# PROBLEM DETAILS:
Before copying, set the images aside; then transcribe every entry below exactly.

Stored items
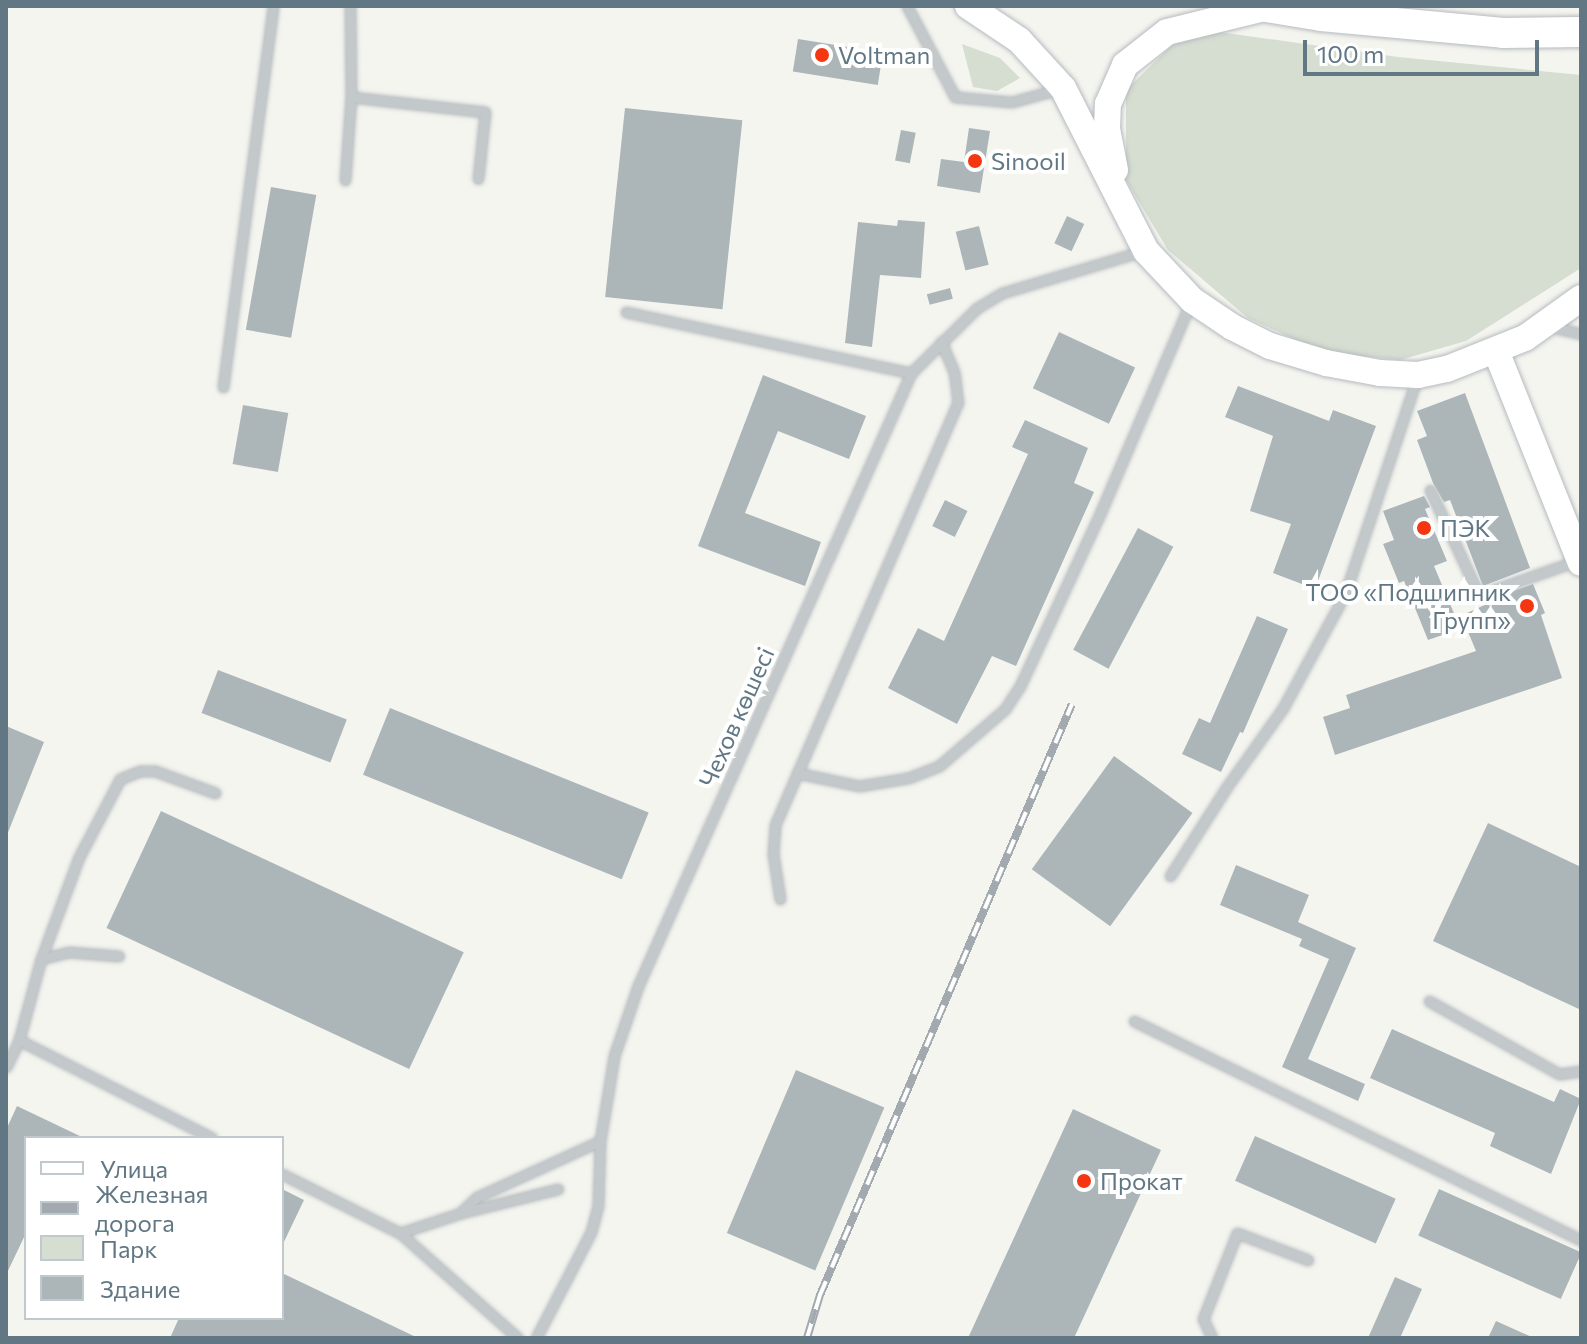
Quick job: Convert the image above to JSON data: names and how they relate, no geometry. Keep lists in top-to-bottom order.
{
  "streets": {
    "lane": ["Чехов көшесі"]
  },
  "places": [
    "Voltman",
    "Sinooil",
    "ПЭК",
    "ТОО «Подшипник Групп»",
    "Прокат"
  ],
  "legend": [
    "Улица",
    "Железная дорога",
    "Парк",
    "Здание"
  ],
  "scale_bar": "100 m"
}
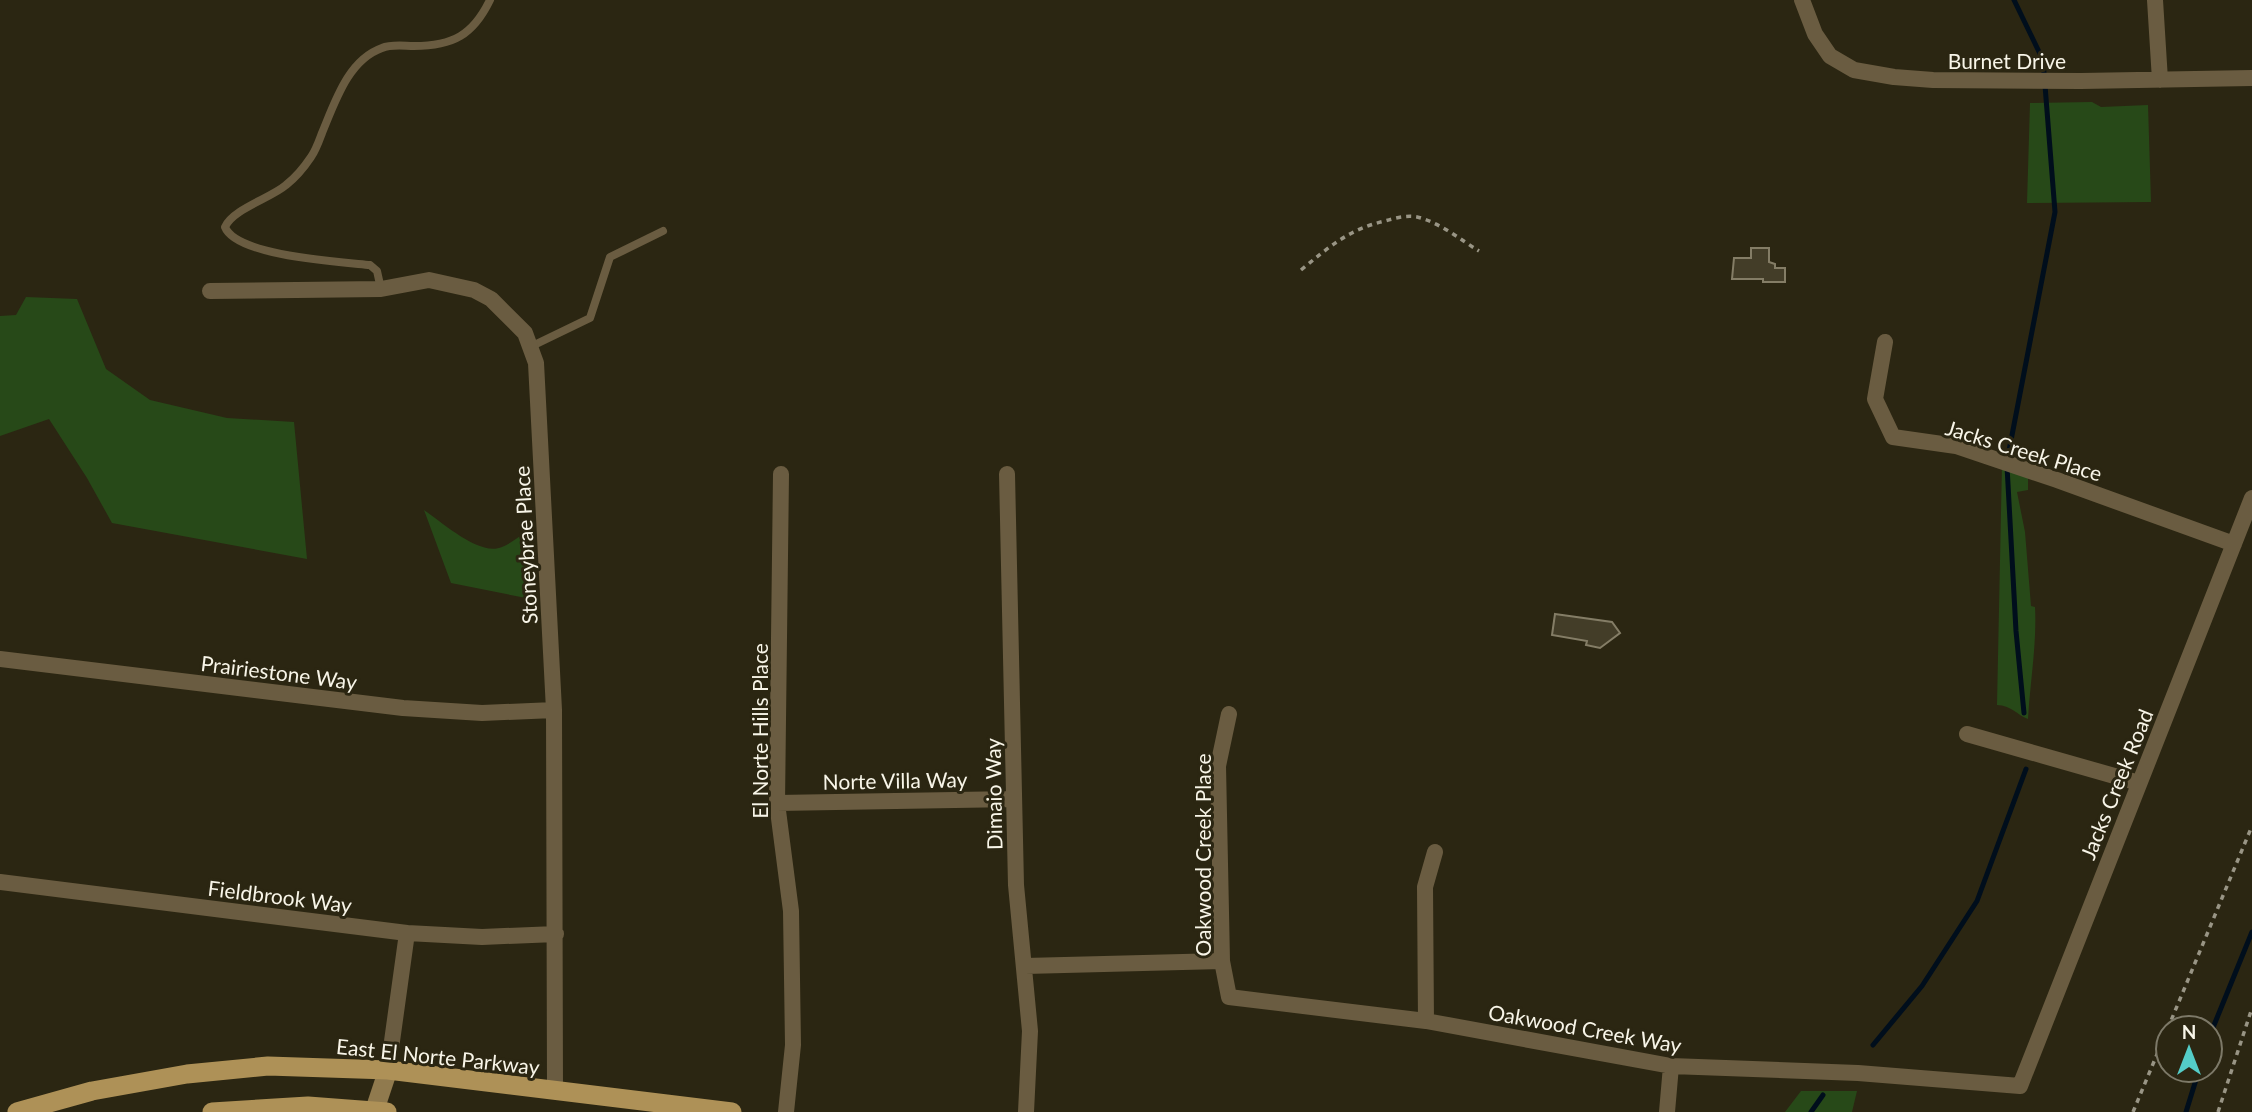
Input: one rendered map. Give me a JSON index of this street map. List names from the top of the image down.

# THE COMPLETED TASK:
Quick job: Convert the image above to JSON data: names and how they relate, no geometry. Keep lists in top-to-bottom order.
{
  "streets": {
    "lane": ["Чехов көшесі"]
  },
  "places": [
    "Voltman",
    "Sinooil",
    "ПЭК",
    "ТОО «Подшипник Групп»",
    "Прокат"
  ],
  "legend": [
    "Улица",
    "Железная дорога",
    "Парк",
    "Здание"
  ],
  "scale_bar": "100 m"
}
Input: one rendered map. Give me a JSON index of this street map. List names from the top of the image down.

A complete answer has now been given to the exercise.